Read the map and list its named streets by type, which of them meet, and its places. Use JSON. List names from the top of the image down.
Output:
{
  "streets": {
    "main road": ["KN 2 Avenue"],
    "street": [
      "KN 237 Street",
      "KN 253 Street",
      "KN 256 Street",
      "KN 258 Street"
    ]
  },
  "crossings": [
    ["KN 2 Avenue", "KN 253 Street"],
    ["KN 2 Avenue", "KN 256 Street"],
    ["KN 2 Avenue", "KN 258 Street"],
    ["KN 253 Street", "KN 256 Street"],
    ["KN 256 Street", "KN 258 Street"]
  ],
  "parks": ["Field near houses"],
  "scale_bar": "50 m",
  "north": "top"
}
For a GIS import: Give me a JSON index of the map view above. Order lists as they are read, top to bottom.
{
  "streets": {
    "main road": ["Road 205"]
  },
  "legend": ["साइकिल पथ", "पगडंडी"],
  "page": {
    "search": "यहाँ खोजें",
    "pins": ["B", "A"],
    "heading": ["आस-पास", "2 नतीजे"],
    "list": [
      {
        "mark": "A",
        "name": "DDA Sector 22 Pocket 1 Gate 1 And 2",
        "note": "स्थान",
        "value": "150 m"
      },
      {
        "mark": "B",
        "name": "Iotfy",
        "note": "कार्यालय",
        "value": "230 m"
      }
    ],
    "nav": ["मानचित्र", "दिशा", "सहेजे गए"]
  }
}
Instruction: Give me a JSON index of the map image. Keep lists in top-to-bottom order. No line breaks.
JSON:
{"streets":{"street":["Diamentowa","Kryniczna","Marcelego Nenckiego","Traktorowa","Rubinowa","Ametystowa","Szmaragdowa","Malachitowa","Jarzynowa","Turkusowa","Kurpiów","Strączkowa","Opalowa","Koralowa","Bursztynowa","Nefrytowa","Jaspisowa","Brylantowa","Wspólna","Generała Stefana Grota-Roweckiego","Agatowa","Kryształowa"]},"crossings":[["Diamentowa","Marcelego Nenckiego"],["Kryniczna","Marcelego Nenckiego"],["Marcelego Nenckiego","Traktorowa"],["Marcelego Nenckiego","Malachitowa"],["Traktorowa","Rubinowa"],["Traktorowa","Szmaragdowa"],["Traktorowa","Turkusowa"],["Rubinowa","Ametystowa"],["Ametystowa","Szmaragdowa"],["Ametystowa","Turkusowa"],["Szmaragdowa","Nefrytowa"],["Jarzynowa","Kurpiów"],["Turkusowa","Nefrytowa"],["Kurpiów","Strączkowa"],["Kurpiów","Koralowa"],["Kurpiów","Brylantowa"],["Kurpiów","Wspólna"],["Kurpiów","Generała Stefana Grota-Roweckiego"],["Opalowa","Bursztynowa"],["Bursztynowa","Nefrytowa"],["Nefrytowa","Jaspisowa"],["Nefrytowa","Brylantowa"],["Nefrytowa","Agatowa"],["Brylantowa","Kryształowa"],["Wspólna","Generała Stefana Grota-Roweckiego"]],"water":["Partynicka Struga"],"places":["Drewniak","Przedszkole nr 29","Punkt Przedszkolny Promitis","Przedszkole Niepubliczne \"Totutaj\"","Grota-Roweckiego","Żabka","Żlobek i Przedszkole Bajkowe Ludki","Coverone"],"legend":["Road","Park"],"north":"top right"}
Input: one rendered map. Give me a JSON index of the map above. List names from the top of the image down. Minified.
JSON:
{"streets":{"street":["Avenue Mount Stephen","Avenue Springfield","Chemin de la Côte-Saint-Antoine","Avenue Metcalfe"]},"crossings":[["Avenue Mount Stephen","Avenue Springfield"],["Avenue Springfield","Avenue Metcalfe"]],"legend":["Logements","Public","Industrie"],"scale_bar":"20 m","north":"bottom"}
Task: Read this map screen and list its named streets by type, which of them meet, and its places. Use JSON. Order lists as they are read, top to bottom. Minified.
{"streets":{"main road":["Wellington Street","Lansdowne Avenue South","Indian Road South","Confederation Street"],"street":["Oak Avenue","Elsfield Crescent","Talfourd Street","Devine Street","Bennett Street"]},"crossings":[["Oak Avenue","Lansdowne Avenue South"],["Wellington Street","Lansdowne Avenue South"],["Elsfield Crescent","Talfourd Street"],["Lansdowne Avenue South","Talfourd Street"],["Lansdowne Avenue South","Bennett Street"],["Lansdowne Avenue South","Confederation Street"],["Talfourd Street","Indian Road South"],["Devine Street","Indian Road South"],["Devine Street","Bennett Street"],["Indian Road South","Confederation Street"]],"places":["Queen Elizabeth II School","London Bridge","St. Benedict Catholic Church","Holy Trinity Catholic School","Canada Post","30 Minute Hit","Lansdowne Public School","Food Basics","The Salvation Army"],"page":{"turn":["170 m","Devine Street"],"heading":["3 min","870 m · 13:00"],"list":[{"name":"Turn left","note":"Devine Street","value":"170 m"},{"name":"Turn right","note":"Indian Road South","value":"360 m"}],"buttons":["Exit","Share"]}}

---+---

• Work order: Send back every record, precisely as written.

• Response:
Read the map and list its named streets by type, which of them meet, and its places. Use JSON. List names from the top of the image down.
Output:
{
  "streets": {
    "main road": ["KN 2 Avenue"],
    "street": [
      "KN 237 Street",
      "KN 253 Street",
      "KN 256 Street",
      "KN 258 Street"
    ]
  },
  "crossings": [
    ["KN 2 Avenue", "KN 253 Street"],
    ["KN 2 Avenue", "KN 256 Street"],
    ["KN 2 Avenue", "KN 258 Street"],
    ["KN 253 Street", "KN 256 Street"],
    ["KN 256 Street", "KN 258 Street"]
  ],
  "parks": ["Field near houses"],
  "scale_bar": "50 m",
  "north": "top"
}
For a GIS import: Give me a JSON index of the map view above. Order lists as they are read, top to bottom.
{
  "streets": {
    "main road": ["Road 205"]
  },
  "legend": ["साइकिल पथ", "पगडंडी"],
  "page": {
    "search": "यहाँ खोजें",
    "pins": ["B", "A"],
    "heading": ["आस-पास", "2 नतीजे"],
    "list": [
      {
        "mark": "A",
        "name": "DDA Sector 22 Pocket 1 Gate 1 And 2",
        "note": "स्थान",
        "value": "150 m"
      },
      {
        "mark": "B",
        "name": "Iotfy",
        "note": "कार्यालय",
        "value": "230 m"
      }
    ],
    "nav": ["मानचित्र", "दिशा", "सहेजे गए"]
  }
}
Instruction: Give me a JSON index of the map image. Keep lists in top-to-bottom order. No line breaks.
JSON:
{"streets":{"street":["Diamentowa","Kryniczna","Marcelego Nenckiego","Traktorowa","Rubinowa","Ametystowa","Szmaragdowa","Malachitowa","Jarzynowa","Turkusowa","Kurpiów","Strączkowa","Opalowa","Koralowa","Bursztynowa","Nefrytowa","Jaspisowa","Brylantowa","Wspólna","Generała Stefana Grota-Roweckiego","Agatowa","Kryształowa"]},"crossings":[["Diamentowa","Marcelego Nenckiego"],["Kryniczna","Marcelego Nenckiego"],["Marcelego Nenckiego","Traktorowa"],["Marcelego Nenckiego","Malachitowa"],["Traktorowa","Rubinowa"],["Traktorowa","Szmaragdowa"],["Traktorowa","Turkusowa"],["Rubinowa","Ametystowa"],["Ametystowa","Szmaragdowa"],["Ametystowa","Turkusowa"],["Szmaragdowa","Nefrytowa"],["Jarzynowa","Kurpiów"],["Turkusowa","Nefrytowa"],["Kurpiów","Strączkowa"],["Kurpiów","Koralowa"],["Kurpiów","Brylantowa"],["Kurpiów","Wspólna"],["Kurpiów","Generała Stefana Grota-Roweckiego"],["Opalowa","Bursztynowa"],["Bursztynowa","Nefrytowa"],["Nefrytowa","Jaspisowa"],["Nefrytowa","Brylantowa"],["Nefrytowa","Agatowa"],["Brylantowa","Kryształowa"],["Wspólna","Generała Stefana Grota-Roweckiego"]],"water":["Partynicka Struga"],"places":["Drewniak","Przedszkole nr 29","Punkt Przedszkolny Promitis","Przedszkole Niepubliczne \"Totutaj\"","Grota-Roweckiego","Żabka","Żlobek i Przedszkole Bajkowe Ludki","Coverone"],"legend":["Road","Park"],"north":"top right"}
Input: one rendered map. Give me a JSON index of the map above. List names from the top of the image down. Minified.
JSON:
{"streets":{"street":["Avenue Mount Stephen","Avenue Springfield","Chemin de la Côte-Saint-Antoine","Avenue Metcalfe"]},"crossings":[["Avenue Mount Stephen","Avenue Springfield"],["Avenue Springfield","Avenue Metcalfe"]],"legend":["Logements","Public","Industrie"],"scale_bar":"20 m","north":"bottom"}
Task: Read this map screen and list its named streets by type, which of them meet, and its places. Use JSON. Order lists as they are read, top to bottom. Minified.
{"streets":{"main road":["Wellington Street","Lansdowne Avenue South","Indian Road South","Confederation Street"],"street":["Oak Avenue","Elsfield Crescent","Talfourd Street","Devine Street","Bennett Street"]},"crossings":[["Oak Avenue","Lansdowne Avenue South"],["Wellington Street","Lansdowne Avenue South"],["Elsfield Crescent","Talfourd Street"],["Lansdowne Avenue South","Talfourd Street"],["Lansdowne Avenue South","Bennett Street"],["Lansdowne Avenue South","Confederation Street"],["Talfourd Street","Indian Road South"],["Devine Street","Indian Road South"],["Devine Street","Bennett Street"],["Indian Road South","Confederation Street"]],"places":["Queen Elizabeth II School","London Bridge","St. Benedict Catholic Church","Holy Trinity Catholic School","Canada Post","30 Minute Hit","Lansdowne Public School","Food Basics","The Salvation Army"],"page":{"turn":["170 m","Devine Street"],"heading":["3 min","870 m · 13:00"],"list":[{"name":"Turn left","note":"Devine Street","value":"170 m"},{"name":"Turn right","note":"Indian Road South","value":"360 m"}],"buttons":["Exit","Share"]}}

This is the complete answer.